INFORMATION SUPPLIED
--- START ---

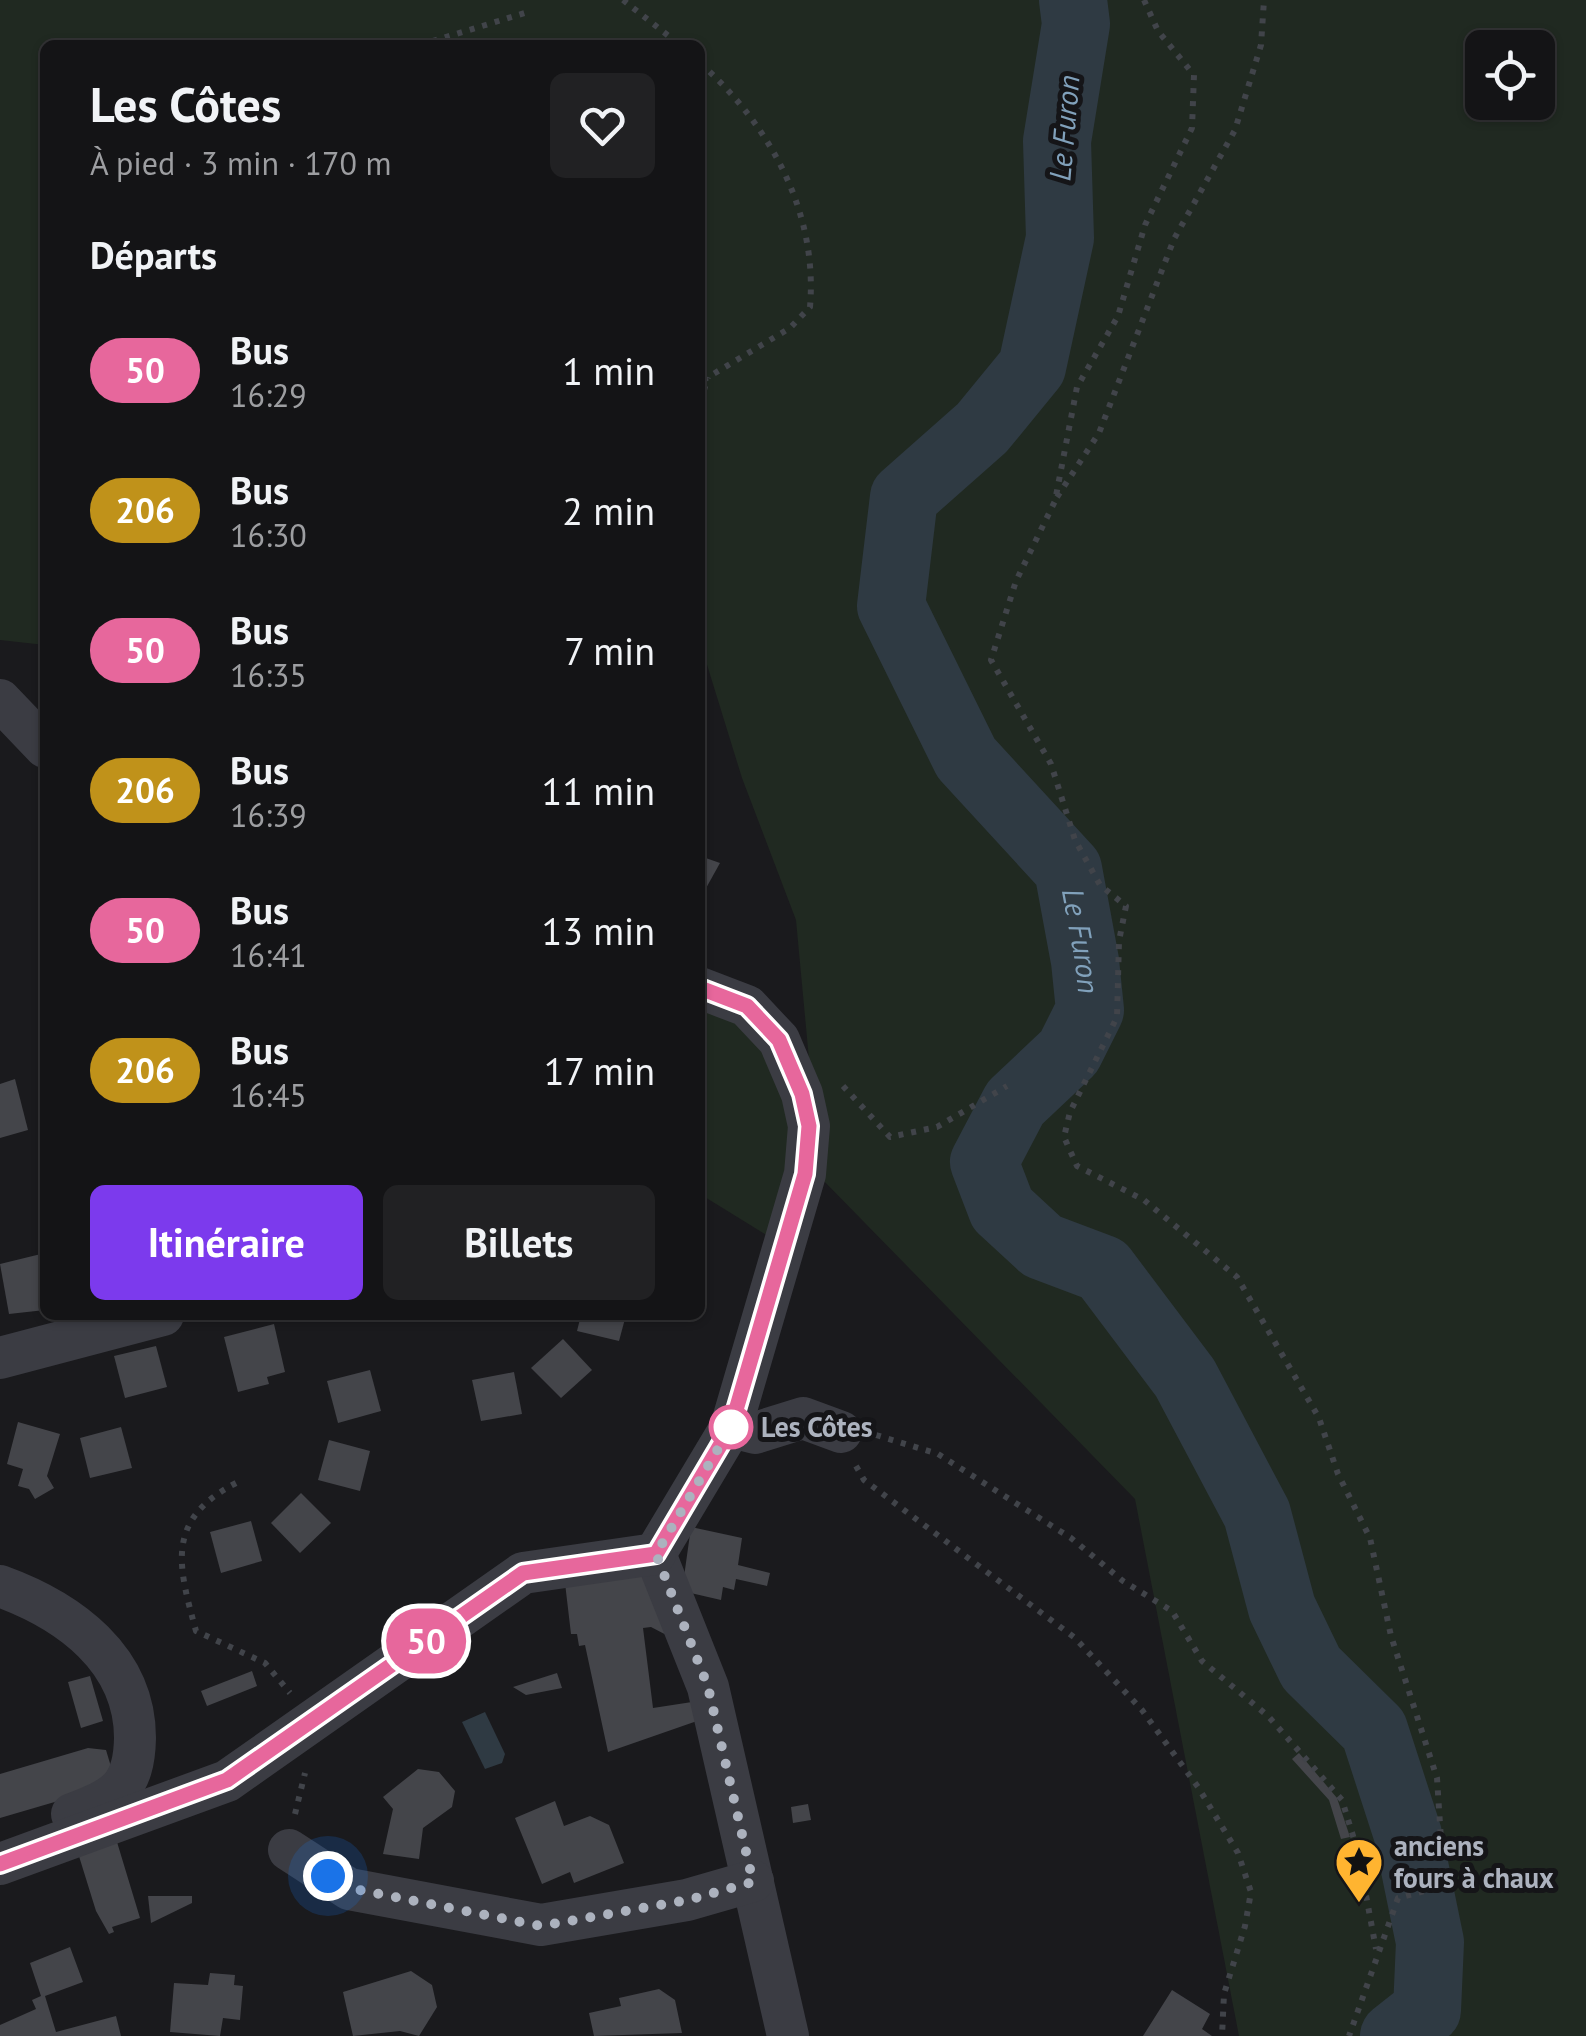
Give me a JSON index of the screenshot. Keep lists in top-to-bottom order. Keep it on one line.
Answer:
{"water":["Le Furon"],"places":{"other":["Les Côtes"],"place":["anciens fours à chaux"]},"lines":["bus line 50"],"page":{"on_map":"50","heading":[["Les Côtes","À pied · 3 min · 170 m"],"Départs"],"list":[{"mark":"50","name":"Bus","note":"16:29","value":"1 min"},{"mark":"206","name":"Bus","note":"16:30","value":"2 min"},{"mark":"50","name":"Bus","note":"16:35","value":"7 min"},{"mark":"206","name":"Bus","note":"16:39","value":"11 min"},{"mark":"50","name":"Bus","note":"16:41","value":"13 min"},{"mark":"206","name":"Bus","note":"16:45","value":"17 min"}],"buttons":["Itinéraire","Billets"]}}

--- END ---

HOW TO COMPLETE THIS TASK
Print the material above exactly, skipping its images.

ANSWER AREA
Give me a JSON index of the screenshot. Keep lists in top-to-bottom order. Keep it on one line.
Answer:
{"water":["Le Furon"],"places":{"other":["Les Côtes"],"place":["anciens fours à chaux"]},"lines":["bus line 50"],"page":{"on_map":"50","heading":[["Les Côtes","À pied · 3 min · 170 m"],"Départs"],"list":[{"mark":"50","name":"Bus","note":"16:29","value":"1 min"},{"mark":"206","name":"Bus","note":"16:30","value":"2 min"},{"mark":"50","name":"Bus","note":"16:35","value":"7 min"},{"mark":"206","name":"Bus","note":"16:39","value":"11 min"},{"mark":"50","name":"Bus","note":"16:41","value":"13 min"},{"mark":"206","name":"Bus","note":"16:45","value":"17 min"}],"buttons":["Itinéraire","Billets"]}}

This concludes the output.